# YaY! co2 System



## H4N (Nov 10, 2005)

ok, i got mine all setup and so forth, now i know you cant give me a exact bpm but whats a good start off point (my tank 55g)? also whats should the two guages read about?


----------



## rbp75 (May 2, 2004)

HaN said:


> ok, i got mine all setup and so forth, now i know you cant give me a exact bpm but whats a good start off point (my tank 55g)? also whats should the two guages read about?


The two guages should be preset so you will not have to worry about them, they will go down as the tank runs out, one measures how much co2 is left, the other measures the pressure it is set for.

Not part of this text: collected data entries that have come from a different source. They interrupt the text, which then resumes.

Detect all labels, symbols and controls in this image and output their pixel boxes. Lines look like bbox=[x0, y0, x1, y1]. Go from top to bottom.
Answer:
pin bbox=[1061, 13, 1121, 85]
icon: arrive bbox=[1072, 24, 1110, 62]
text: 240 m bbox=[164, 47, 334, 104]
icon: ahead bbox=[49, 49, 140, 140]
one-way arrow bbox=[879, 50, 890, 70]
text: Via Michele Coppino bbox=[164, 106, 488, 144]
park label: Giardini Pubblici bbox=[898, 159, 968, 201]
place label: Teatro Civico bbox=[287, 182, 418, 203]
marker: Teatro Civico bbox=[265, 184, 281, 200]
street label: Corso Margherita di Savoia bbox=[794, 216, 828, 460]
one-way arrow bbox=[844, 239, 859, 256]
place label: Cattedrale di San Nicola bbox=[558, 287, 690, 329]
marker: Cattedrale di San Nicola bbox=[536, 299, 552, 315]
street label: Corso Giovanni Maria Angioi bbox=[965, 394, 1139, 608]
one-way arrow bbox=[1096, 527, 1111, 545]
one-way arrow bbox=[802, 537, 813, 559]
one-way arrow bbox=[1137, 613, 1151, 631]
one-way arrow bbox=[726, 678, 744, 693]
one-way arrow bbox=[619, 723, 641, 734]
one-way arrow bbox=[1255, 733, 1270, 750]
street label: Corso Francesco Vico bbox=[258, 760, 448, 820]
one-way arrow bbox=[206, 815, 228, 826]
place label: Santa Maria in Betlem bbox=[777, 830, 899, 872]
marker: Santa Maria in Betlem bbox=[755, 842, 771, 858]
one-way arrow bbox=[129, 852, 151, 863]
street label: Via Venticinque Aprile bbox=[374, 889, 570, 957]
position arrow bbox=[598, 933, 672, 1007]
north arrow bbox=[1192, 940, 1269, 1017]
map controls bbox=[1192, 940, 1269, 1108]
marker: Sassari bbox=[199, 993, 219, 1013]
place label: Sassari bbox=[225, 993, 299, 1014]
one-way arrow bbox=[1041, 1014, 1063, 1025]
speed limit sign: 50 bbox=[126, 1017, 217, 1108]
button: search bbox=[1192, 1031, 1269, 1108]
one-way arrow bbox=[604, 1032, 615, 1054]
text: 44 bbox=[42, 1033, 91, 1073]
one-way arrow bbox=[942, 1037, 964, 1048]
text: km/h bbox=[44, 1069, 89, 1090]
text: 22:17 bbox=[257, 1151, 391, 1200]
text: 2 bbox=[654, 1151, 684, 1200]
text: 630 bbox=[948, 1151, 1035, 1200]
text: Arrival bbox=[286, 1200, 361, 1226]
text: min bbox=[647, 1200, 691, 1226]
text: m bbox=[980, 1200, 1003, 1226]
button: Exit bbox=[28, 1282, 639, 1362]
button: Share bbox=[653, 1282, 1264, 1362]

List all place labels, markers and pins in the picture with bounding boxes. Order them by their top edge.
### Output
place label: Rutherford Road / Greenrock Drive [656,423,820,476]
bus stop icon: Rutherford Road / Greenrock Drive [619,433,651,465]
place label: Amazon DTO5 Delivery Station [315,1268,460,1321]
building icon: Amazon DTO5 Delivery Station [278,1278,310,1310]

You should start off on the low side say 1-2 bubbles per second, (you do have a bubble counter?) test your kh and ph to get a co2 reading before doseing the co2 and after doseing wait a few hours and check the ph again and find a co2 calculator on the web and adjust accordingly. Once set keep track of the bubble count to make sure it is staying accurate. Also if you keep the co2 running 24 hours test the water during the night and right before the lights come on to make sure the ph does not drop too low. As long as your kh is atleast 3 you should not have any ph crashes.


----------



## H4N (Nov 10, 2005)

sounds good, ya i got a bubble counter, and that exactly what i did about 1 a sec maybe alittle less. but the one of left is how much co2 is left in the cylinder, the ne of right is for what exactly pressure set? whats should the pressure set be at?


----------



## rbp75 (May 2, 2004)

HaN said:


> sounds good, ya i got a bubble counter, and that exactly what i did about 1 a sec maybe alittle less. but the one of left is how much co2 is left in the cylinder, the ne of right is for what exactly pressure set? whats should the pressure set be at?


Not sure what it is supposed to be set at but as I said is should be factory set so even if you could change it I would not do so. Mine is set at 75 on the left one and 3 on the right one.


----------



## H4N (Nov 10, 2005)

mine changes if i change the valve.


----------



## rbp75 (May 2, 2004)

HaN said:


> mine changes if i change the valve.


Not sure what you mean by changing the valve. What valve do you change?


----------



## H4N (Nov 10, 2005)

i meant adjusting the valve on the regulator( not the needle valve)


----------



## rbp75 (May 2, 2004)

HaN said:


> i meant adjusting the valve on the regulator( not the needle valve)


Oh. Then I dont know what it should be set to. Mine came factory set and said not to change it. Maybe someone else can tell you the recomended pressure. Do both change or just one? I would set it on the low side for now and just keep track of the bubbles, lower is probably better. What kind is it anyway?


----------



## DiPpY eGgS (Mar 6, 2005)

what kind of regulator? I have experience with milwaukee regs only


----------



## H4N (Nov 10, 2005)

its a top gun regulator


----------



## rbp75 (May 2, 2004)

HaN said:


> its a top gun regulator


I saw a pic of that regulator on a web site, It says how the main pressure valve is adjustable. The best advice I can offer you is is to set the left side depending on if it lb/in2 or kg/cm2 to a setting of between 500 and 1000 lb/in2 or 50-75/cm2, I say this because mine it set by the factory and I only assume this is the proper seeting. Mine is set at 65 kg/cm2 or 950 lb/in2.

The redline of mine is at 1500 lb/in2 or 100 kg/cm2.


----------



## Piranha Guru (Nov 24, 2005)

HaN said:


> its a top gun regulator


Don't even worry about the right gauge. It should barely register anything, or nothing at all if you are properly using the regulator knob. Start with the needle valve opened all the way. Supposedly you can use just the regulator knob to set the bpm's, but mine would always peter out and stop...usually the next day when I wasn't home. What I ended up doing was turn it in until it bubbled rapidly, and then cranked the needle valve down to get the 1-2 bpm's. My AZOO, which is preset, reads about 10psi...my topgun is reading zero. On my AZOO the needle valve has to do all the work...on the Top Gun, the regulator valve is doing most of the work and the needle valve is fine tuning. Didn't you get the insturctuions?


----------



## H4N (Nov 10, 2005)

haha ya i did, it said to set the psi at 10psi and then fine tune with the needle valve, i was just seeing what most people do, sometime instructions arent always right.


----------



## DiPpY eGgS (Mar 6, 2005)

I'm actually excited to see some of your pics of your tank in a few weeks/months







should be interesting, bro!


----------



## H4N (Nov 10, 2005)

def.







, i cant wait to get everything up and going and stuff. i will def post pic. but they will be hard to get a long ways picture since my tank is kind of in like a hall way almost. but i will def get pics for you


----------